Rotary International welcomes new EMU chapter of Rotaract
Following its inaugural reception and ceremonial launch last week, a club at EMU is now poised to offer students new opportunities for service, leadership training, and making local and international connections.
The new chapter of Rotaract, Rotary International’s college-campus iteration, joins more than 9,500 other clubs — with more than 291,000 members ages 18-30 in 177 countries — in “developing innovative solutions to the world’s most pressing challenges.”
At the EMU launch on Thursday, Sept. 28, club co-sponsor and EMU associate director of development Braydon Hoover said that the university and Rotary were “natural partners, as each of us is concerned with social justice, the well being of our communities both locally and abroad, and truly living into the Rotary motto, ‘Service above self.’” Hoover is a member of the Rotary Club of Harrisonburg.
An early goal will be to let other students know about the club and “how good it is to be with such wonderful people,” said student president Linda Ouedraogo. One emerging interest among the club’s first members is serving homeless people, she said.
Founding club president from Burkina Faso
Hoover described Ouedraogo as “one of the most tenacious and compassionate students I have ever met. She almost single-handedly brought Rotaract at EMU into being. All acclamation should go to this bright, up-and-coming, future community leader.”
Ouedraogo joined Rotaract in her home country of Burkina Faso after an older brother invited her to an annual three-days-long event during which free dental care was provided to more than 500 people in a rural community.
“I was only there for a day, but it was enough to impress and inspire me to get involved,” she said.
With the help of Hoover and James Madison University Rotaract sponsor Keston Fulcher, Ouedraogo, a junior biology major, worked “tirelessly” to “bring Rotaract to fruition,” said Hoover.
“I can’t wait to work with you all on these good things,” Ouedraogo said to those gathered for the launch, “not only for EMU, but for the Harrisonburg community, too. And hopefully someday we will hear that the Rotaract club of EMU did something great in the world.”

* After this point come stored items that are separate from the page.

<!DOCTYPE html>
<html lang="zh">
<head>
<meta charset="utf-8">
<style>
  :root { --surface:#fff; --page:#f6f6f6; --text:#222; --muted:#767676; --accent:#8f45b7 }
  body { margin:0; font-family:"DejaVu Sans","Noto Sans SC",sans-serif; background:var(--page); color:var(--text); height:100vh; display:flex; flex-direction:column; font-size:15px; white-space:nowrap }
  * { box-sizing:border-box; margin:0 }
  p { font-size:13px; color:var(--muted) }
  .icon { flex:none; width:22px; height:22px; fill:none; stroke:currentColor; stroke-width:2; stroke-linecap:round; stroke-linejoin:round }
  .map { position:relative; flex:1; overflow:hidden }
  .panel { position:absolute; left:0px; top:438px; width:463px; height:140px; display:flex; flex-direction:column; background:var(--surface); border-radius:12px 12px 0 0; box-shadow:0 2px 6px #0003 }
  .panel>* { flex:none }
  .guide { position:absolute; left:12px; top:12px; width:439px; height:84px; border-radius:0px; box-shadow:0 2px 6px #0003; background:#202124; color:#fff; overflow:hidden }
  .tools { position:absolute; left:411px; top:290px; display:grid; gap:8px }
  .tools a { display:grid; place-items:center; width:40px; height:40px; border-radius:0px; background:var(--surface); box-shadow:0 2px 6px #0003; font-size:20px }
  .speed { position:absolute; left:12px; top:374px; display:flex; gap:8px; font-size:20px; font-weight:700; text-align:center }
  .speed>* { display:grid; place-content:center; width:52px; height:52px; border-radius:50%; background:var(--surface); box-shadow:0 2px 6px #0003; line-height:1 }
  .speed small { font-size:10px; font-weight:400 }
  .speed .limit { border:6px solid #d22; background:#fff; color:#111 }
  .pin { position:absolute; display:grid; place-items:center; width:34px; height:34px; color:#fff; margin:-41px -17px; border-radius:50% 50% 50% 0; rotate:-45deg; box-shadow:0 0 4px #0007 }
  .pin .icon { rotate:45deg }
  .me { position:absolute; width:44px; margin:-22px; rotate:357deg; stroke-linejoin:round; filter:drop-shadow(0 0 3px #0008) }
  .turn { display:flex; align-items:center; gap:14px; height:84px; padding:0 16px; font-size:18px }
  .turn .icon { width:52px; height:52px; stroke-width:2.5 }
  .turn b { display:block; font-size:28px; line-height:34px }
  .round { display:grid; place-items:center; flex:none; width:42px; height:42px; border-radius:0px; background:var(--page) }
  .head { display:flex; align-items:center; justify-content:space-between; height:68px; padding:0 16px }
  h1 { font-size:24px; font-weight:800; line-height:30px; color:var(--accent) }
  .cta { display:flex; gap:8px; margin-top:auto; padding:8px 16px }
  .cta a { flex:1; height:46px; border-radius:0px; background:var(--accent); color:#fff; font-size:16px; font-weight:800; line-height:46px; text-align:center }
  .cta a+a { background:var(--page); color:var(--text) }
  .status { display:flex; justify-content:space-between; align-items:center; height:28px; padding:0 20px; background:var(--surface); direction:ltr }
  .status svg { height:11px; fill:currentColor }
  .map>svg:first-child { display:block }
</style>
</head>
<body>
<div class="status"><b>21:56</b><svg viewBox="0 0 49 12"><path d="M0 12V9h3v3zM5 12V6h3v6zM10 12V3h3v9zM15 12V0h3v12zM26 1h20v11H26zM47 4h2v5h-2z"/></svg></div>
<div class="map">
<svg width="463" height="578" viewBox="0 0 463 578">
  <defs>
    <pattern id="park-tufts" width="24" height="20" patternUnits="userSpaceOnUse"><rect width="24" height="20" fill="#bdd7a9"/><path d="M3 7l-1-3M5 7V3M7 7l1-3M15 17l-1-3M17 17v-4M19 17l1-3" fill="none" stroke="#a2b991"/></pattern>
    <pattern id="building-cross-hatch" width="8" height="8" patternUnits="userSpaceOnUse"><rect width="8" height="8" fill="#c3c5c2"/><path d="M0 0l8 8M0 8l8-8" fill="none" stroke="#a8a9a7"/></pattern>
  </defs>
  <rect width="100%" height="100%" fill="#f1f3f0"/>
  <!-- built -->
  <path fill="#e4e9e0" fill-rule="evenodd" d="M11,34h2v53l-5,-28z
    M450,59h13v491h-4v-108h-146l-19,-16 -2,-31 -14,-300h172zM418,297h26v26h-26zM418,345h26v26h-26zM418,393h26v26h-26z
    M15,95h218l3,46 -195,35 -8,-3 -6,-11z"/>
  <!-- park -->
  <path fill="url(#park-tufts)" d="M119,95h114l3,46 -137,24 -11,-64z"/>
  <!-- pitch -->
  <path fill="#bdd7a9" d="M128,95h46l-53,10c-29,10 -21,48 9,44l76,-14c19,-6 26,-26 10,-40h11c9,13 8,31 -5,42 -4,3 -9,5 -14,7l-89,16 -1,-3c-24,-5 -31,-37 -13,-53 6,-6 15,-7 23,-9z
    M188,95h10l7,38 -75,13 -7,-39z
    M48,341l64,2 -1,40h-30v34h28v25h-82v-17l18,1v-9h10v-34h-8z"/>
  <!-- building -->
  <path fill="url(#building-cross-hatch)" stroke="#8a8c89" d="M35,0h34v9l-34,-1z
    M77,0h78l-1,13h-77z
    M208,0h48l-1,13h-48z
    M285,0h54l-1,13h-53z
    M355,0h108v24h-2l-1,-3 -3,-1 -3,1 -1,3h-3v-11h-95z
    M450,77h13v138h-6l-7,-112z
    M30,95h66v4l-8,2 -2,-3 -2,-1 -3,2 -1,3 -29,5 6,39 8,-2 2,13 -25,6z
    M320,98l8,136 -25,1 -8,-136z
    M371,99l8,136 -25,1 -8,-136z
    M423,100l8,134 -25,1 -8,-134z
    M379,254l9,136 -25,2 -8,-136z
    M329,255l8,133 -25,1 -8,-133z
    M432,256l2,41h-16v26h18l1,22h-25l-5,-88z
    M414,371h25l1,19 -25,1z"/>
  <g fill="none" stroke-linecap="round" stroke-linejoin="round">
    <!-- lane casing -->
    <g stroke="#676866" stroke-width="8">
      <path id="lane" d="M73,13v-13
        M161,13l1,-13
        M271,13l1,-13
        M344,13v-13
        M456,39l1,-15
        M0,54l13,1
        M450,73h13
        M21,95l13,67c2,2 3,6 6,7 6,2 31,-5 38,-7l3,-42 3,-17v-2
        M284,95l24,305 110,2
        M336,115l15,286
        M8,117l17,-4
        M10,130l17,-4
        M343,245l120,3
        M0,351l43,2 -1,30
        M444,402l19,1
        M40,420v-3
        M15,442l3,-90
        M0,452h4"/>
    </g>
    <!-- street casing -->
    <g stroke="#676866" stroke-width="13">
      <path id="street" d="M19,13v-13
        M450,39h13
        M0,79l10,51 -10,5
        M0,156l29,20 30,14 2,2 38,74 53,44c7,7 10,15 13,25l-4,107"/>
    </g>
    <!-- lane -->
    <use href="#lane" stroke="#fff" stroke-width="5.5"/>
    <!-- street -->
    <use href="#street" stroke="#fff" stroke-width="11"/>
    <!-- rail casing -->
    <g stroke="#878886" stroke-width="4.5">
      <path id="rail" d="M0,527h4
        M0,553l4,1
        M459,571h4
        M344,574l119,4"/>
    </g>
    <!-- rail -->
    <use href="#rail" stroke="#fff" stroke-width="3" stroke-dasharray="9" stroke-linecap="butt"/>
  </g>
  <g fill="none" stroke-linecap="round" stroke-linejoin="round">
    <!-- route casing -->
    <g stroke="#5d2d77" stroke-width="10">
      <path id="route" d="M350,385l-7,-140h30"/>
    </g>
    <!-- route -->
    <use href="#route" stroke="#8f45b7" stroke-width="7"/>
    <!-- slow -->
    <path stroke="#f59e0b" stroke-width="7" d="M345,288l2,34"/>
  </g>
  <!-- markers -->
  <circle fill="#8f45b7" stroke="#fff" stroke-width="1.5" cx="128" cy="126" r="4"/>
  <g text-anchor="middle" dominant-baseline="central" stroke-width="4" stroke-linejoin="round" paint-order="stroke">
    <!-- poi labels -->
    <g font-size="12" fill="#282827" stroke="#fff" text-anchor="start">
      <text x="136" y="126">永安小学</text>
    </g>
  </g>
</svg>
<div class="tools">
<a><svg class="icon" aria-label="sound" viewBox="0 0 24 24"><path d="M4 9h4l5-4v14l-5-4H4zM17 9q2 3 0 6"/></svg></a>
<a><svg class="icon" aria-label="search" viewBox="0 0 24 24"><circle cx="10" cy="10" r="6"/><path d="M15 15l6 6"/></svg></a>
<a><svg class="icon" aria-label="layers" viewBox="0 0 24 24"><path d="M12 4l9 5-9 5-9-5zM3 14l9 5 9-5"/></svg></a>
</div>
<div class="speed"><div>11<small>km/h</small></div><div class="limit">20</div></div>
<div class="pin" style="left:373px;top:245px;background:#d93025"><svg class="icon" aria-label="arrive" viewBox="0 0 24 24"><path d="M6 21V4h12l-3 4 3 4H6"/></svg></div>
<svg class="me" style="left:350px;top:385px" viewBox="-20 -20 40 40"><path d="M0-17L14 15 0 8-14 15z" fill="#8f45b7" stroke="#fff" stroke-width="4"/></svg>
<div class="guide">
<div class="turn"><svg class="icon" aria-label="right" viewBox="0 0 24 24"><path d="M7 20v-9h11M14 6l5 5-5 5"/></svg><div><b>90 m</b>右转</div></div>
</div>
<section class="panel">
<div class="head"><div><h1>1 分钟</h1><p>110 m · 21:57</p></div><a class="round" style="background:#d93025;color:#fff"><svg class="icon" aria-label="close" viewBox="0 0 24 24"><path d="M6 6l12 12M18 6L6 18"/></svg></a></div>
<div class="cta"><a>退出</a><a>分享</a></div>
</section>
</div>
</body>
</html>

Present and past presidential support
In prepared remarks, EMU president Susan Schultz Huxman commended Rotarians for their work and welcomed the Rotaract presence on campus.
“More than ever,” she said, “our world, our nation, our state, our cities, and our campuses need Rotarians. We need Rotarians who believe that giving back to our communities and forming meaningful, lifelong friendships are two of the most simple and yet most profound ways that we unify, not divide, that we congregate, not segregate, that we help, and not harm, our social fabric here at home and around the globe. More than ever, we need Rotarians to help us aim high at what we can accomplish to serve our communities.”
President emeritus Myron Augsburger, too, lauded the addition at EMU. He first joined Rotary International in 1965, when, as the college’s new leader, he wanted contact with the wider community.
“Up to that point, the Mennonite community was pretty separate, so I needed contact with a broader area, and Rotary was a good way to engage that,” he said. “It’s very important for students as they are developing to move out, to associate with others. We need to be able to hear each other, or how in the world can we share what we have to offer?”
Making concrete differences
At the launch, Jeremy Spilman of the Harrisonburg Massanutten Rotary Club and assistant governor for Area 3 of Rotary International District 7570, highlighted Rotary’s efforts, which range from hosting local soap box derbies to eradicating polio.
Also present was 30-year Rotarian Glen Kauffman, a 1982 graduate of E
“I’m really impressed with what Rotary does both in our communities and around the world,” Kauffman said at the launch. “Peace is one of those key things, and that fits so well with what EMU does.”
Having a Rotaract club on campus, he said, will allow students to “develop leadership skills, do service projects, and to network with local business and professional persons — and hopefully get a taste of Rotary so that when they begin their careers, they will think that it would be a good place to make connections.”
JMU Rotaract sponsor Fulcher sees the club as a way for students to think beyond their campus borders and serve others.
“There’s this whole group of amazing students who just have the right passion and energy to do good,” he said. “What Rotaract does is provide channels for those students to take that passion and energy and actually make concrete differences locally in the community and internationally.”